● ASSIGNMENT
What is needed is an exact copy of all the entries.

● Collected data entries
--*--
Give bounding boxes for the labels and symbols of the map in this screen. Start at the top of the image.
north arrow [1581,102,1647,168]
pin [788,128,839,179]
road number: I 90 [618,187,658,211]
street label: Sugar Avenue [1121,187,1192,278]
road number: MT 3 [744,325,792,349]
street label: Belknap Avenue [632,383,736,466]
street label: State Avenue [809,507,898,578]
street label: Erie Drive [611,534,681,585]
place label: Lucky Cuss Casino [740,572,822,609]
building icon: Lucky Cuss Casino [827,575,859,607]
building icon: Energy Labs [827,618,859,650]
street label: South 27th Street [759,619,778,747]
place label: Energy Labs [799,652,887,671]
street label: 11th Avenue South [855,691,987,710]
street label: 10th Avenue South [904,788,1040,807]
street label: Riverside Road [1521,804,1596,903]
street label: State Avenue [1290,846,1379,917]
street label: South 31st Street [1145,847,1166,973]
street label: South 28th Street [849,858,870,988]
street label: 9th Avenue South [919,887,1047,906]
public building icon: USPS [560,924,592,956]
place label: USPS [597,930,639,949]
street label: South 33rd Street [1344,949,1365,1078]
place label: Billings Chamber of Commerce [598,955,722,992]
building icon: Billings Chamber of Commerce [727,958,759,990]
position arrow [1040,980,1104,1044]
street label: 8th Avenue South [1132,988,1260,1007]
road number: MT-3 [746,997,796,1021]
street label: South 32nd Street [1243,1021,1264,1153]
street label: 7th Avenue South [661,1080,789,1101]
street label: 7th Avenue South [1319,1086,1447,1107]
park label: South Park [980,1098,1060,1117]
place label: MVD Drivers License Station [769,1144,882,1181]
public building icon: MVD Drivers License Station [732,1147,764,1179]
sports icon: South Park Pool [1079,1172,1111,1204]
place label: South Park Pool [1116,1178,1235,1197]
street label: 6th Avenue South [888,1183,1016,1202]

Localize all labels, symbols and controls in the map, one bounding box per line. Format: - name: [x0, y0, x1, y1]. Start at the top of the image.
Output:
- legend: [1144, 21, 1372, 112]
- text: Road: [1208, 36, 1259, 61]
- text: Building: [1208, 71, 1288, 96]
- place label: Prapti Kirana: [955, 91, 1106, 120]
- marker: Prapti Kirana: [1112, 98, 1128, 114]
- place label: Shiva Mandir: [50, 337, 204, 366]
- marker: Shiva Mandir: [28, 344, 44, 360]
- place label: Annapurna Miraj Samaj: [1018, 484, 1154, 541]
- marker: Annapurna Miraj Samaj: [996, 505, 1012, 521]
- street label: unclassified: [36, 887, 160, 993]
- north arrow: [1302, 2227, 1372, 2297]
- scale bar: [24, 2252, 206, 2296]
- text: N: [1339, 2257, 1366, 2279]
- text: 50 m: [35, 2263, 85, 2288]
--*--
● OUTPUT OF THE EXERCISE
Give bounding boxes for the labels and symbols of the map in this screen. Start at the top of the image.
north arrow [1581,102,1647,168]
pin [788,128,839,179]
road number: I 90 [618,187,658,211]
street label: Sugar Avenue [1121,187,1192,278]
road number: MT 3 [744,325,792,349]
street label: Belknap Avenue [632,383,736,466]
street label: State Avenue [809,507,898,578]
street label: Erie Drive [611,534,681,585]
place label: Lucky Cuss Casino [740,572,822,609]
building icon: Lucky Cuss Casino [827,575,859,607]
building icon: Energy Labs [827,618,859,650]
street label: South 27th Street [759,619,778,747]
place label: Energy Labs [799,652,887,671]
street label: 11th Avenue South [855,691,987,710]
street label: 10th Avenue South [904,788,1040,807]
street label: Riverside Road [1521,804,1596,903]
street label: State Avenue [1290,846,1379,917]
street label: South 31st Street [1145,847,1166,973]
street label: South 28th Street [849,858,870,988]
street label: 9th Avenue South [919,887,1047,906]
public building icon: USPS [560,924,592,956]
place label: USPS [597,930,639,949]
street label: South 33rd Street [1344,949,1365,1078]
place label: Billings Chamber of Commerce [598,955,722,992]
building icon: Billings Chamber of Commerce [727,958,759,990]
position arrow [1040,980,1104,1044]
street label: 8th Avenue South [1132,988,1260,1007]
road number: MT-3 [746,997,796,1021]
street label: South 32nd Street [1243,1021,1264,1153]
street label: 7th Avenue South [661,1080,789,1101]
street label: 7th Avenue South [1319,1086,1447,1107]
park label: South Park [980,1098,1060,1117]
place label: MVD Drivers License Station [769,1144,882,1181]
public building icon: MVD Drivers License Station [732,1147,764,1179]
sports icon: South Park Pool [1079,1172,1111,1204]
place label: South Park Pool [1116,1178,1235,1197]
street label: 6th Avenue South [888,1183,1016,1202]

Localize all labels, symbols and controls in the map, one bounding box per line. Format: - name: [x0, y0, x1, y1]. Start at the top of the image.
Output:
- legend: [1144, 21, 1372, 112]
- text: Road: [1208, 36, 1259, 61]
- text: Building: [1208, 71, 1288, 96]
- place label: Prapti Kirana: [955, 91, 1106, 120]
- marker: Prapti Kirana: [1112, 98, 1128, 114]
- place label: Shiva Mandir: [50, 337, 204, 366]
- marker: Shiva Mandir: [28, 344, 44, 360]
- place label: Annapurna Miraj Samaj: [1018, 484, 1154, 541]
- marker: Annapurna Miraj Samaj: [996, 505, 1012, 521]
- street label: unclassified: [36, 887, 160, 993]
- north arrow: [1302, 2227, 1372, 2297]
- scale bar: [24, 2252, 206, 2296]
- text: N: [1339, 2257, 1366, 2279]
- text: 50 m: [35, 2263, 85, 2288]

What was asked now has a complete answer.